WORK TO BE COMPLETED -
Below are the records; copy out every line that holds the word "image".

RECORDS SHOWN -
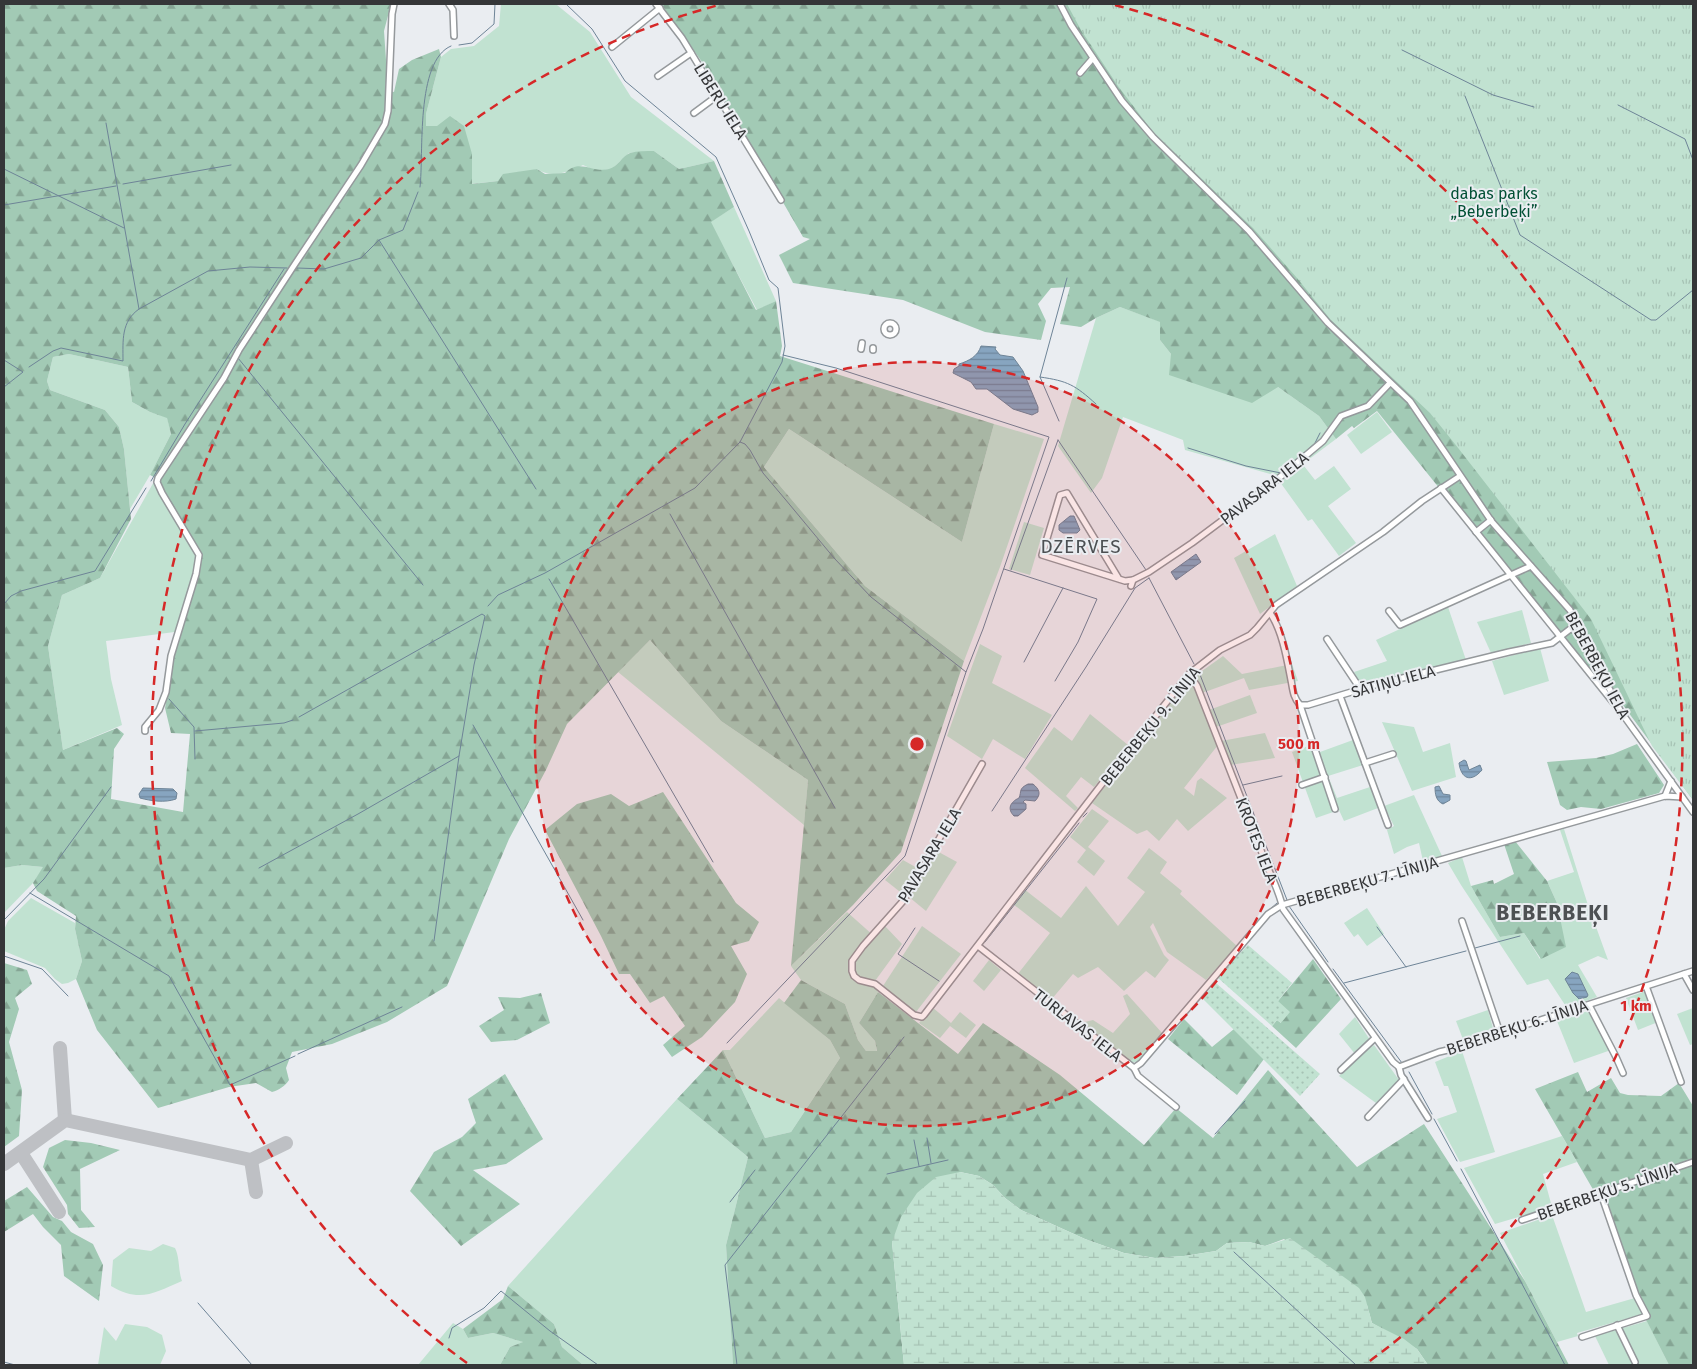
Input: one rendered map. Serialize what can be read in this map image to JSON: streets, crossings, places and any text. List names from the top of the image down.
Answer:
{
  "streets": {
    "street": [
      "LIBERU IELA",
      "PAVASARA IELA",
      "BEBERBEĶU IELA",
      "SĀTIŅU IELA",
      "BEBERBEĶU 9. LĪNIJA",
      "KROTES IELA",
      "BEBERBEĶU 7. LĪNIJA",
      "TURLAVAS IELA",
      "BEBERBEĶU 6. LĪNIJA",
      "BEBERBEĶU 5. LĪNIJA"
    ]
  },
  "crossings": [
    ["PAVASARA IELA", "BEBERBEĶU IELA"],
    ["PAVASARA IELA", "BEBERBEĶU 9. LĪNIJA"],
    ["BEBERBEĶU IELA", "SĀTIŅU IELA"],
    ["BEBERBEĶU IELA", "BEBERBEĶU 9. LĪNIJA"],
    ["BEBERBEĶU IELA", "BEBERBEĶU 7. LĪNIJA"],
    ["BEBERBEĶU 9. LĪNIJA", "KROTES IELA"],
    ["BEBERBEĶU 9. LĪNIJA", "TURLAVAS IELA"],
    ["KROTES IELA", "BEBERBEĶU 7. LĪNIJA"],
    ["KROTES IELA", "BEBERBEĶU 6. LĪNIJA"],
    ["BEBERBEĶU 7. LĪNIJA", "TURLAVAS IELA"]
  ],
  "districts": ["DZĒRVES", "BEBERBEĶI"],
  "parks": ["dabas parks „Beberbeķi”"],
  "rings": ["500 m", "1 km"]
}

* * *

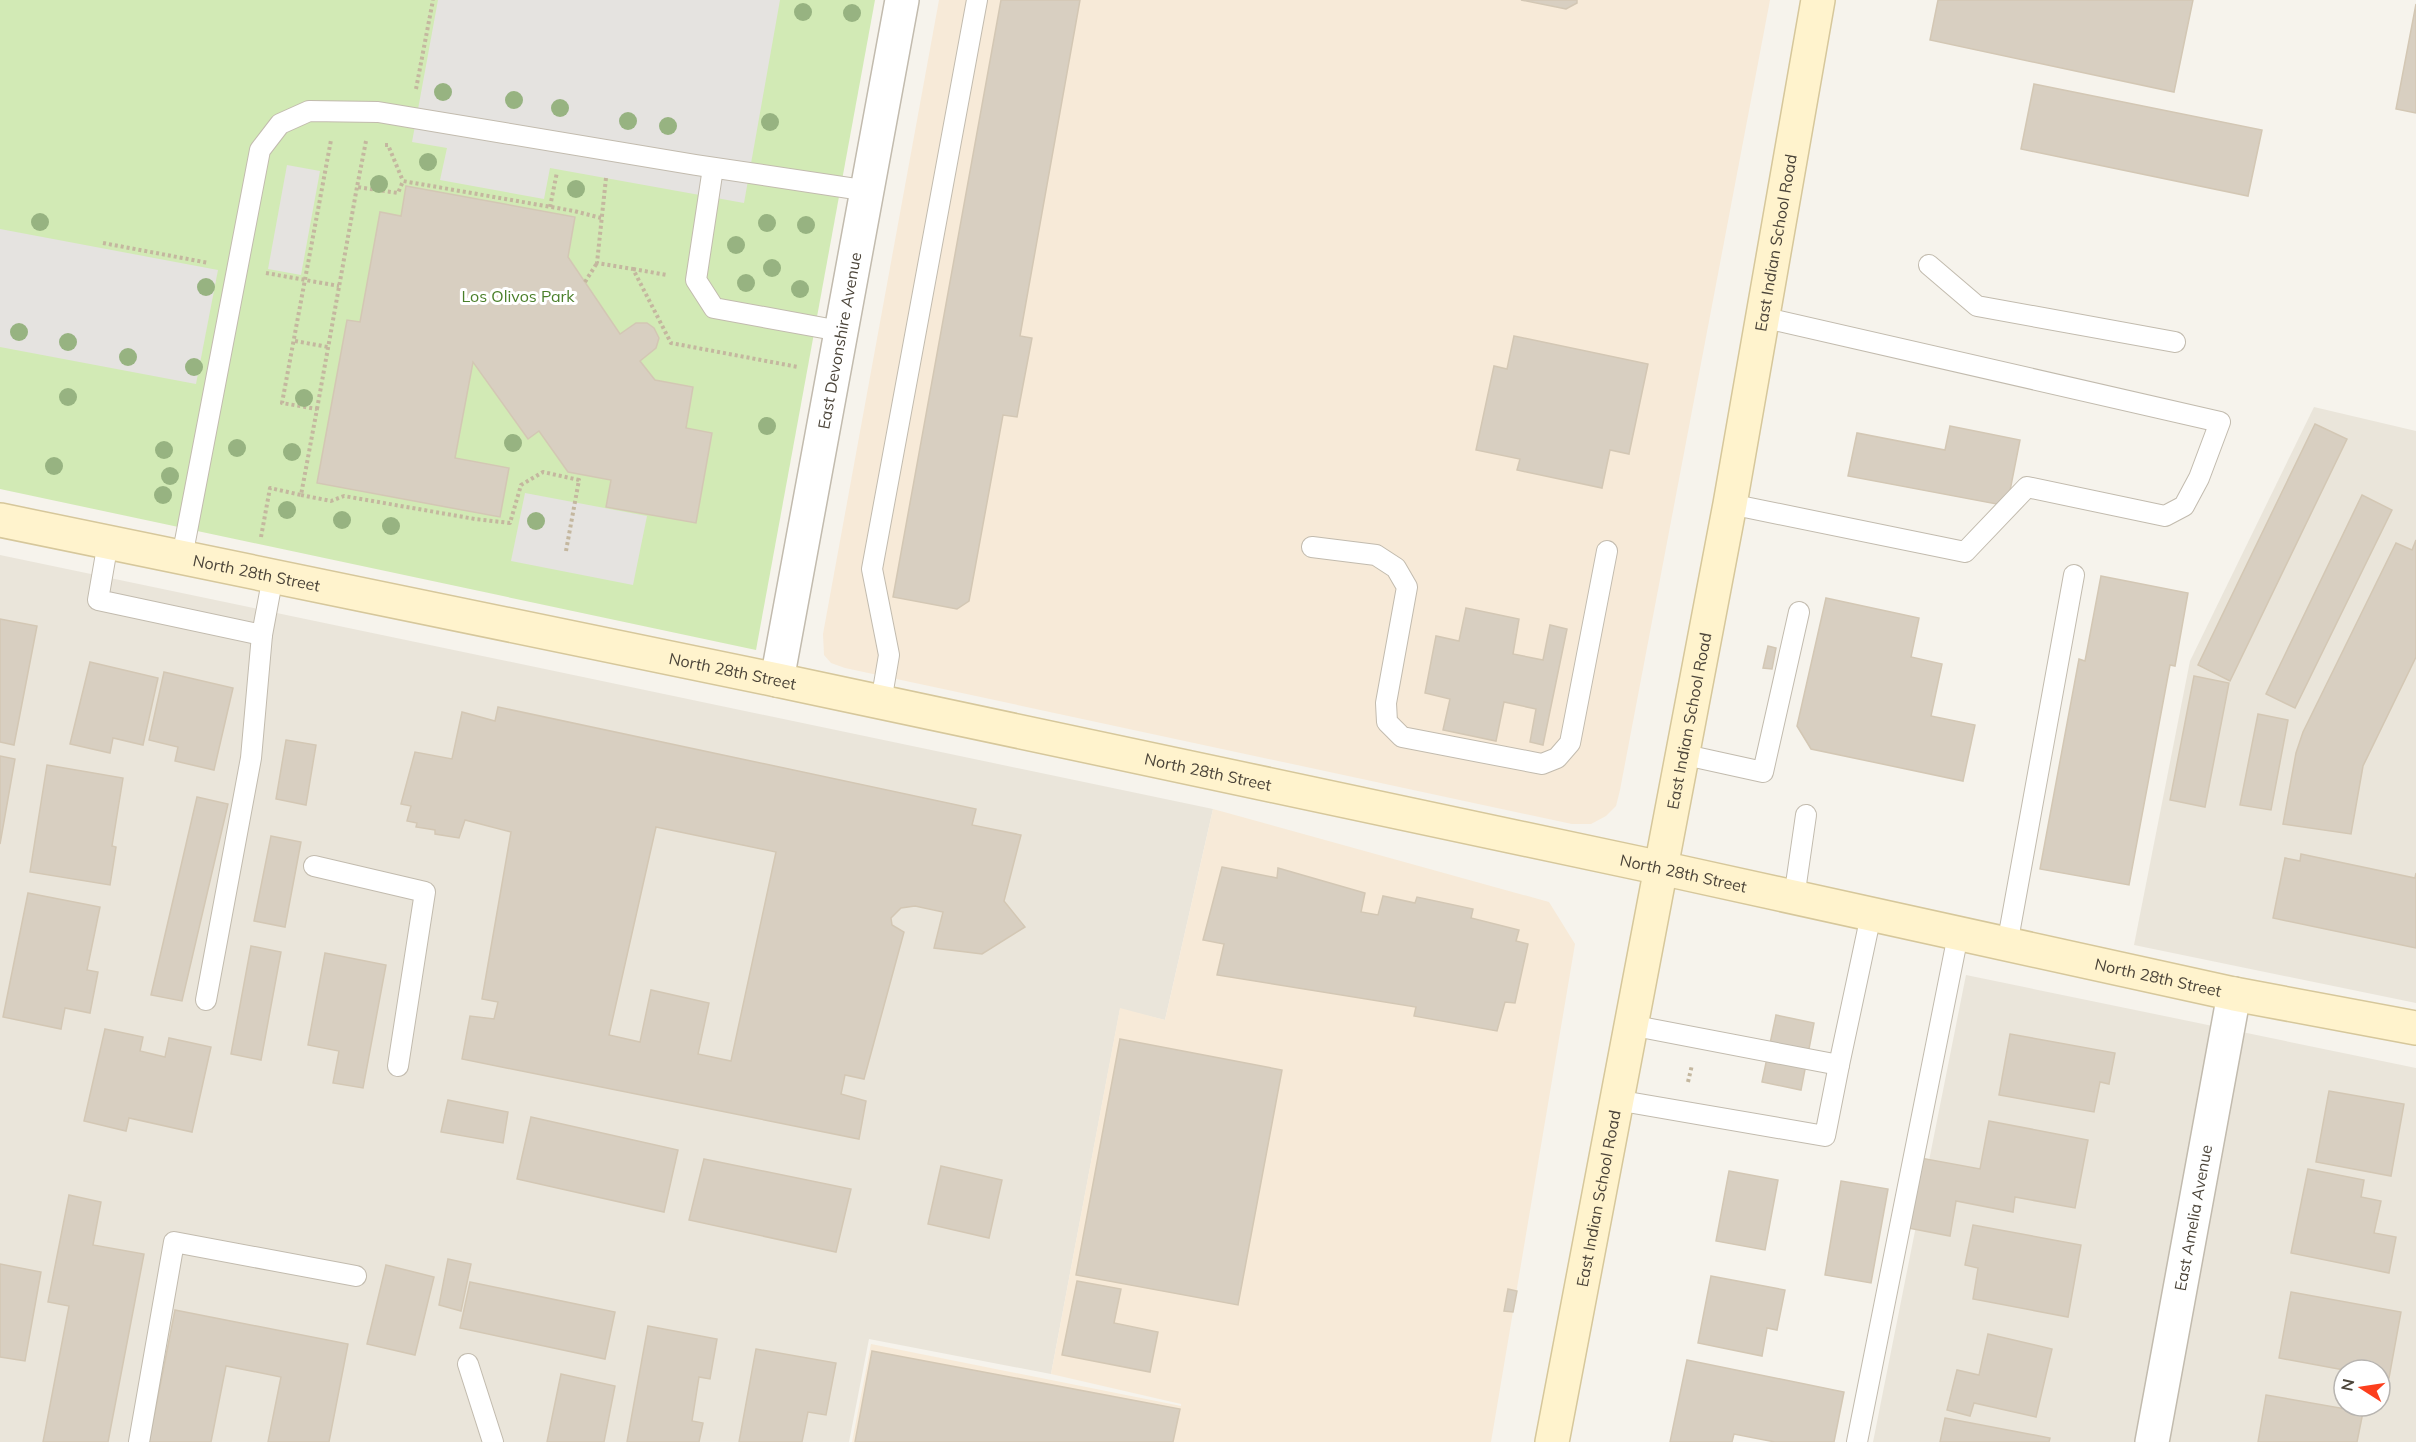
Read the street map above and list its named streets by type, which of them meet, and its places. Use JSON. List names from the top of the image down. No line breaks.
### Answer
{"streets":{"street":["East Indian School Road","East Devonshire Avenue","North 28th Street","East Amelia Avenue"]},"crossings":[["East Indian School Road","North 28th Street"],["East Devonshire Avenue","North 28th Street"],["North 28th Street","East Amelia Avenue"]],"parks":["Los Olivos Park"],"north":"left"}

SOLUTION TO THE PROBLEM -
Input: one rendered map. Serialize what can be read in this map image to JSON: streets, crossings, places and any text. List names from the top of the image down.
Read the street map above and list its named streets by type, which of them meet, and its places. Use JSON. List names from the top of the image down. No line breaks.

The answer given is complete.